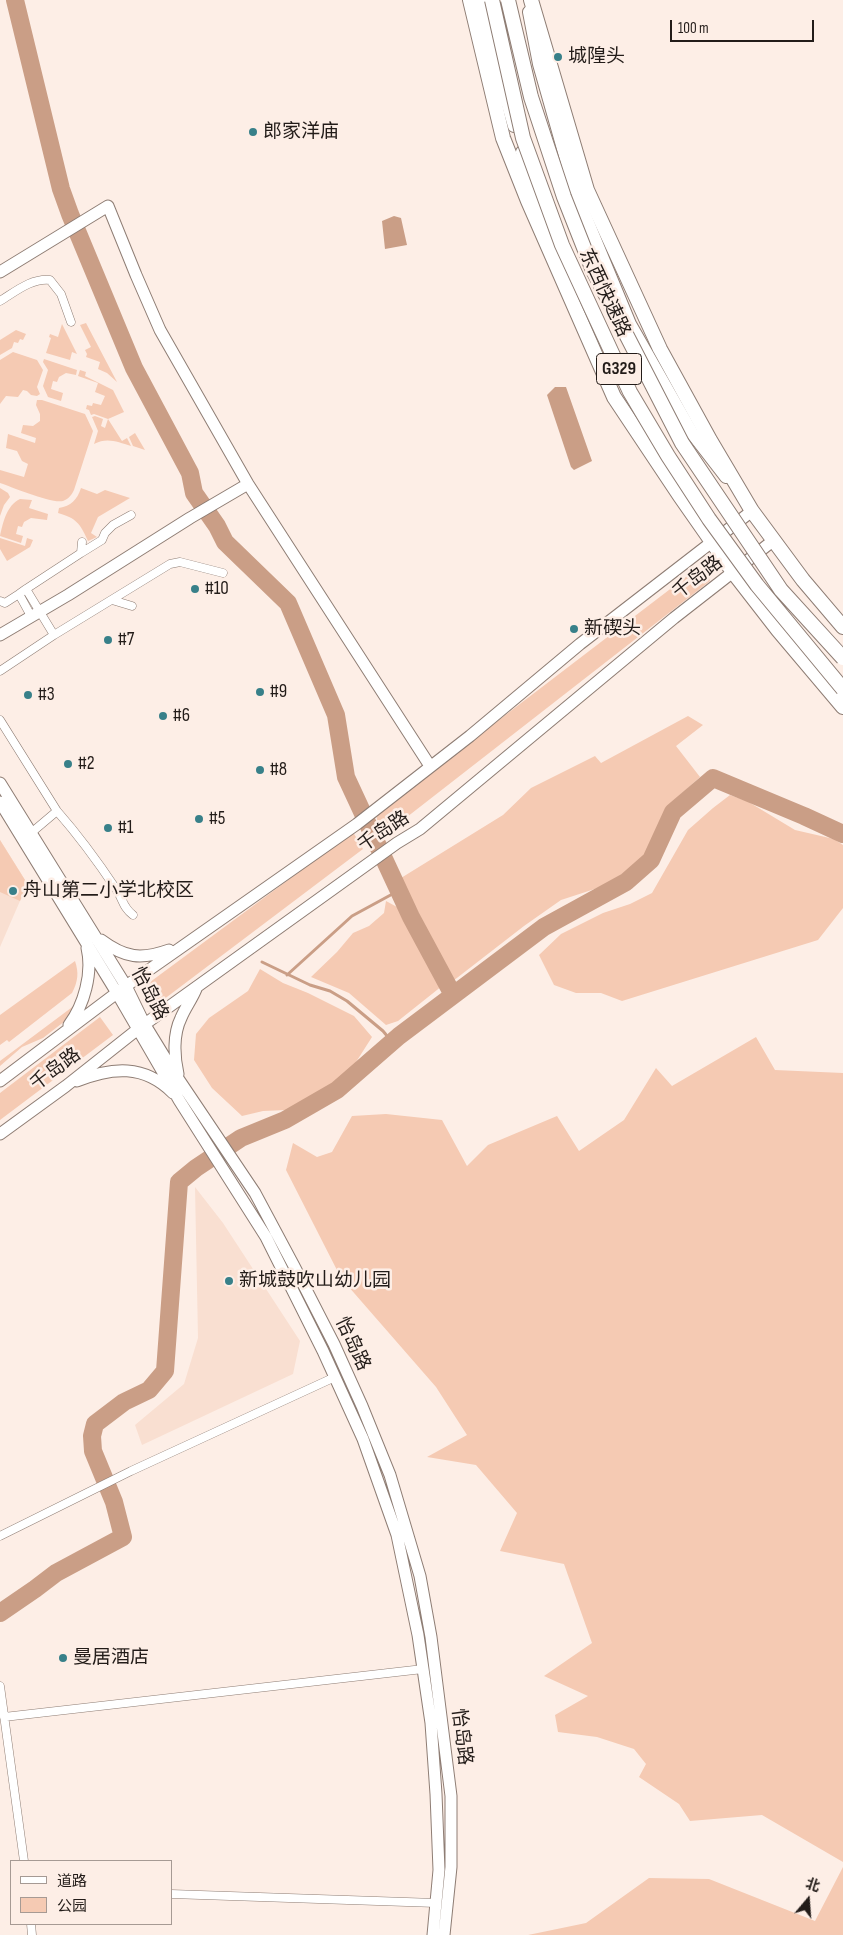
<!DOCTYPE html>
<html>
<head>
<meta charset="utf-8">
<style>
	body { margin:0 }
	#map { position:relative; width:843px; height:1935px; overflow:hidden; background:#fdeee6; font-family:"Sofia Sans Condensed","Noto Sans SC",sans-serif }
	canvas { display:block }
	.legend { position:absolute; left:10px; top:1860px; width:162px; height:65px; box-sizing:border-box; background:#fdeee6; border:1px solid #a69a94; margin:0; padding:6px 9px; list-style:none; font-size:15px; color:#231c19 }
	.legend li { display:flex; align-items:center; gap:10px; height:25px }
	.legend b { width:25px; border:1px solid #a69a94 }
	.north { position:absolute; left:783px; top:1875px; width:50px; height:50px; -webkit-text-stroke:4px #fdeee6; paint-order:stroke; rotate:18deg; font-size:14px; font-weight:700; line-height:20px; text-align:center; color:#231c19 }
	.north::after { content:''; display:block; margin:auto; width:18px; height:22px; background:#231c19; clip-path:polygon(50% 0,100% 100%,50% 72%,0 100%) }
	.scale { position:absolute; left:670px; top:20px; width:144px; height:22px; box-sizing:border-box; border:2px solid #231c19; border-top:0; padding-left:6px; font-size:15px; line-height:18px; white-space:nowrap; color:#231c19; -webkit-text-stroke:4px #fdeee6; paint-order:stroke }
</style>
</head>
<body>
<div id="map">
<canvas width="843" height="1935"></canvas>
<ul class="legend">
<li><b style="height:6px;background:#fff"></b>道路</li>
<li><b style="height:14px;background:#f5cab3"></b>公园</li>
</ul>
<div class="north">北</div>
<div class="scale">100 m</div>
</div>
<script>
const g = document.querySelector('canvas').getContext('2d');
g.lineJoin = 'round';
function fill(path, color) {
  g.fillStyle = color;
  g.fill(path, 'evenodd');
}
function strokePath(path, color, width, dash) {
  g.strokeStyle = color;
  g.lineWidth = width;
  g.lineCap = dash ? 'butt' : 'round';
  g.setLineDash(dash || []);
  g.stroke(path);
}
function drawText(font, color, halo, rows, align = 'center') {
  g.font = font + ' "Sofia Sans Condensed","Noto Sans SC",sans-serif';
  g.lineWidth = 5;
  g.setLineDash([]);
  g.textBaseline = 'middle';
  g.strokeStyle = halo;
  g.fillStyle = color;
  for (const [text, x, y, turn = 0] of rows) {
    g.save();
    g.translate(x, y);
    g.rotate((+turn || 0) * Math.PI / 180);
    g.textAlign = isNaN(turn) ? turn : align;
    if (halo) g.strokeText(text, 0, 0);
    g.fillText(text, 0, 0);
    g.restore();
  }
}
fill(new Path2D(`
	M0,840l30,48 -7,6 -23,53z
	M195,1187l28,36 77,118 -7,33 -151,71 -7,-20 49,-41 14,-46z`), '#f9dfd1');
fill(new Path2D(`
	M86,323l31,59 -10,-9 -9,-4 2,-7 -14,-5 1,-3 -2,-4 6,-3 -11,-22z
	M62,324l15,30 -5,-2 -2,8 -24,-7 5,-15 -2,-1 1,-3 8,3z
	M16,330l10,4 -3,6 -3,-1 -2,4 -4,-1 -2,6 -12,7v-15z
	M13,352l24,8 6,10 -6,17 3,7 -3,2 -6,-1 -4,-4 -4,-1 -5,7 -12,-1 -6,8v-44z
	M44,359l33,11 -1,5 -10,-2 -7,4 -2,5 -4,-1 -2,8 12,4 -2,8 -13,-4 -5,-11 5,-16 -5,-8z
	M80,370l6,2 -1,4 28,14 11,22 -16,7 14,22 5,-3 4,8c-13,-4 -24,-9 -37,-2l4,-13 -6,-14 3,-1 8,3 -2,7 4,2 3,-9 -14,-5 -3,1 -2,-5 -3,-1 1,-4 5,1 1,-3 8,2 4,-9 -10,-4 3,-9 -20,-7z
	M37,400h5l43,14 8,17 -19,59c-2,4 -5,9 -11,11 -11,3 -51,-14 -63,-18v-13l24,7 4,-13 -6,-3 -5,-10 -11,-3 2,-14 27,9 1,-5 -15,-5 2,-8 10,1 7,-5v-7l-4,-9z
	M135,433l10,17 -12,-4 -4,-9z
	M0,488l8,5 2,4 -6,8 -4,11z
	M81,488l16,6 8,-4 25,8 -32,19 -7,16 6,4 -9,4c-8,-18 -12,-23 -30,-28l1,-5c12,-2 18,-8 22,-20z
	M20,499l12,1 -3,8 19,6 -1,6 -16,-2 -7,4 -2,5 -4,-1 -2,8 7,2 -2,7 -21,-7c3,-14 7,-31 20,-37z
	M0,538l25,8 2,-8 6,2 -3,7 -23,14 -7,-12z
	M699,567l8,5 3,9 -321,250 -11,-7 -2,-10z
	M688,716l15,9 -27,21 24,31 -32,29 -21,50 -40,29 -46,15 -37,26 -71,55 -52,-103 102,-63 28,-27 64,-32 6,7z
	M730,795l17,6 48,29 39,9 9,6v63l-25,32 -196,61 -21,-8h-25l-22,-8 -15,-30 22,-21 42,-21 27,-9 22,-11 36,-63 25,-22z
	M353,832l10,17 -212,160 -9,-21z
	M0,840l30,48 -7,6 -3,7 -20,-9z
	M386,901l11,6 6,9 39,70 -44,35 -12,4 -37,-32 -38,-16 26,-25 16,-19 16,-7 15,-13z
	M75,961c4,12 3,20 -3,32l-63,49 -2,-2 -7,5v-30z
	M260,969l23,14 25,10 46,23 18,21 -23,36 -32,23 -31,14 -23,1 -21,5 -30,-28 -18,-28 2,-26 13,-16 39,-27z
	M75,1005v3l-10,13 -22,17 -21,9 -22,19v-5z
	M100,1017l13,18 -113,85v-27z
	M756,1037l19,33 68,3v789l-81,-47 -72,6 -11,-17 -40,-27 7,-13 -12,-15 -37,-12 -39,-5 -3,-17 33,-19 -44,-20 48,-33 -28,-79 -64,-13 17,-38 -41,-48 -49,-8 40,-22 -31,-48 -95,-109 -55,-108 7,-27 24,14 15,-5 20,-36 34,-2 56,6 25,46 21,-21 69,-29 22,35 45,-31 32,-52 16,18z
	M843,1867v68h-315l58,-12 63,-45 60,1 106,42z`), '#f5cab3');
fill(new Path2D(`
	M394,216l7,2 6,27 -22,4 -3,-28z
	M555,387h11l26,74 -18,9 -3,-3 -24,-72z`), '#ca9e86');
strokePath(new Path2D(`
	M262,962l48,23 20,6 17,10 36,30 9,11
	M287,975l65,-59 46,-25`), '#ca9e86', 3);
strokePath(new Path2D(`
	M15,0l46,189 9,25 64,154 56,105 4,20 23,33 8,16 63,61 48,112 10,62 65,140 42,78
	M0,1613l35,-24 21,-16 67,-36 -9,-35 -21,-51 -1,-15 3,-12 29,-22 25,-12 16,-19 14,-189 17,-14 45,-30 44,-18 52,-30 62,-54 145,-109 82,-45 25,-22 22,-48 40,-34 91,38 39,18`), '#ca9e86', 18);
const street = new Path2D(`
	M0,301c15,-9 31,-23 50,-21l11,14 10,28
	M81,553l21,-13 3,-7 8,-8 18,-10
	M26,589l55,-36 1,-11
	M112,600l20,6
	M0,601l5,2 14,-9
	M54,635l116,-71 10,-2 43,11
	M0,671l54,-36 -28,-46 -7,5 12,22
	M0,720l57,91
	M31,833l26,-22c22,25 41,51 59,78 7,10 7,19 17,26
	M0,1536l131,-65 204,-94
	M0,1686l24,175
	M4,1717l419,-48
	M171,1894l265,9
	M31,1924l1,11`);
const secondary = new Path2D(`
	M0,272l108,-66 28,69 24,55 88,154 182,282
	M0,635l68,-40 122,-77 58,-34
	M0,783l126,203 19,39 30,49 80,119 39,73 40,78 28,62 28,69 30,101 11,61 20,159v71l-7,68
	M0,802l117,191 62,107 87,137 57,114 40,88 34,96 21,100 13,88 5,71 3,76 -6,65
	M101,940c24,18 40,20 68,10
	M69,1025c15,-20 24,-52 18,-77
	M178,1074c-4,-17 -5,-40 3,-56 4,-10 11,-19 15,-29
	M0,1081l126,-95 231,-162 113,-88 110,-92 172,-133
	M77,1081c35,-14 67,-17 96,12
	M0,1134l66,-48 72,-57 259,-186 23,-14 254,-211 100,-78`);
const primary = new Path2D(`
	M482,0l12,56 20,70
	M529,12l10,52 36,127 55,133 62,109 34,44
	M522,152l11,37 15,36`);
const highway = new Path2D(`
	M470,0l33,138 25,63 86,196 66,99 53,76 45,58 65,77
	M531,0l56,190 73,159 50,91 42,71 51,69 40,47`);
strokePath(street, '#8e7d74', 9);
strokePath(secondary, '#8e7d74', 13);
strokePath(primary, '#8e7d74', 14);
strokePath(highway, '#8e7d74', 16);
strokePath(street, '#fff', 8);
strokePath(secondary, '#fff', 11);
strokePath(primary, '#fff', 12);
strokePath(highway, '#fff', 14);
const highwayBridge = new Path2D(`
	M492,0l31,138 39,107 68,147 38,64 41,63 48,66 86,104
	M508,0l23,97 33,100 28,71 90,175 99,147 62,68`);
strokePath(highwayBridge, '#8e7d74', 16, []);
strokePath(highwayBridge, '#fff', 14);
for (const [x, y, r, color] of [
	[558,57,5,"#388089"],
	[253,132,5,"#388089"],
	[195,589,5,"#388089"],
	[574,629,5,"#388089"],
	[108,640,5,"#388089"],
	[260,692,5,"#388089"],
	[28,695,5,"#388089"],
	[163,716,5,"#388089"],
	[68,764,5,"#388089"],
	[260,770,5,"#388089"],
	[199,819,5,"#388089"],
	[108,828,5,"#388089"],
	[13,891,5,"#388089"],
	[229,1281,5,"#388089"],
	[63,1658,5,"#388089"]
]) {
  const dot = new Path2D();
  dot.arc(x, y, r, 0, 2 * Math.PI);
  g.fillStyle = color;
  g.fill(dot);
  strokePath(dot, '#fdeee6', 2);
}
for (const [x, y, w] of [
	[619,369,45]
]) {
  const box = new Path2D();
  box.roundRect(x - w / 2, y - 15.5, w, 31, 4);
  g.fillStyle = '#fdeee6';
  g.fill(box);
  strokePath(box, '#231c19', 1);
}
drawText('bold 18px', '#231c19', null, [
	["G329",619,369]
]);
drawText('19px', '#231c19', '#fdeee6', [
	["城隍头",568,57],
	["郎家洋庙",263,132],
	["#10",205,589],
	["新碶头",584,629],
	["#7",118,640],
	["#9",270,692],
	["#3",38,695],
	["#6",173,716],
	["#2",78,764],
	["#8",270,770],
	["#5",209,819],
	["#1",118,828],
	["舟山第二小学北校区",23,891],
	["新城鼓吹山幼儿园",239,1281],
	["曼居酒店",73,1658]
], 'left');
drawText('19px', '#231c19', '#fdeee6', [
	["东西快速路",604,293,65],
	["千岛路",698,578,-38],
	["千岛路",384,832,-34],
	["怡岛路",149,994,62],
	["千岛路",56,1070,-37],
	["怡岛路",352,1344,65],
	["怡岛路",461,1737,83]
]);
</script>
</body>
</html>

----------------------------------------

** Task **
Begin with the line that has "for (const [text, x, y, turn" in the listing above and end after the line that has "M44,359l33,11 -1,5 -10,-2"; output those lines exactly.

** Output below **
  for (const [text, x, y, turn = 0] of rows) {
    g.save();
    g.translate(x, y);
    g.rotate((+turn || 0) * Math.PI / 180);
    g.textAlign = isNaN(turn) ? turn : align;
    if (halo) g.strokeText(text, 0, 0);
    g.fillText(text, 0, 0);
    g.restore();
  }
}
fill(new Path2D(`
	M0,840l30,48 -7,6 -23,53z
	M195,1187l28,36 77,118 -7,33 -151,71 -7,-20 49,-41 14,-46z`), '#f9dfd1');
fill(new Path2D(`
	M86,323l31,59 -10,-9 -9,-4 2,-7 -14,-5 1,-3 -2,-4 6,-3 -11,-22z
	M62,324l15,30 -5,-2 -2,8 -24,-7 5,-15 -2,-1 1,-3 8,3z
	M16,330l10,4 -3,6 -3,-1 -2,4 -4,-1 -2,6 -12,7v-15z
	M13,352l24,8 6,10 -6,17 3,7 -3,2 -6,-1 -4,-4 -4,-1 -5,7 -12,-1 -6,8v-44z
	M44,359l33,11 -1,5 -10,-2 -7,4 -2,5 -4,-1 -2,8 12,4 -2,8 -13,-4 -5,-11 5,-16 -5,-8z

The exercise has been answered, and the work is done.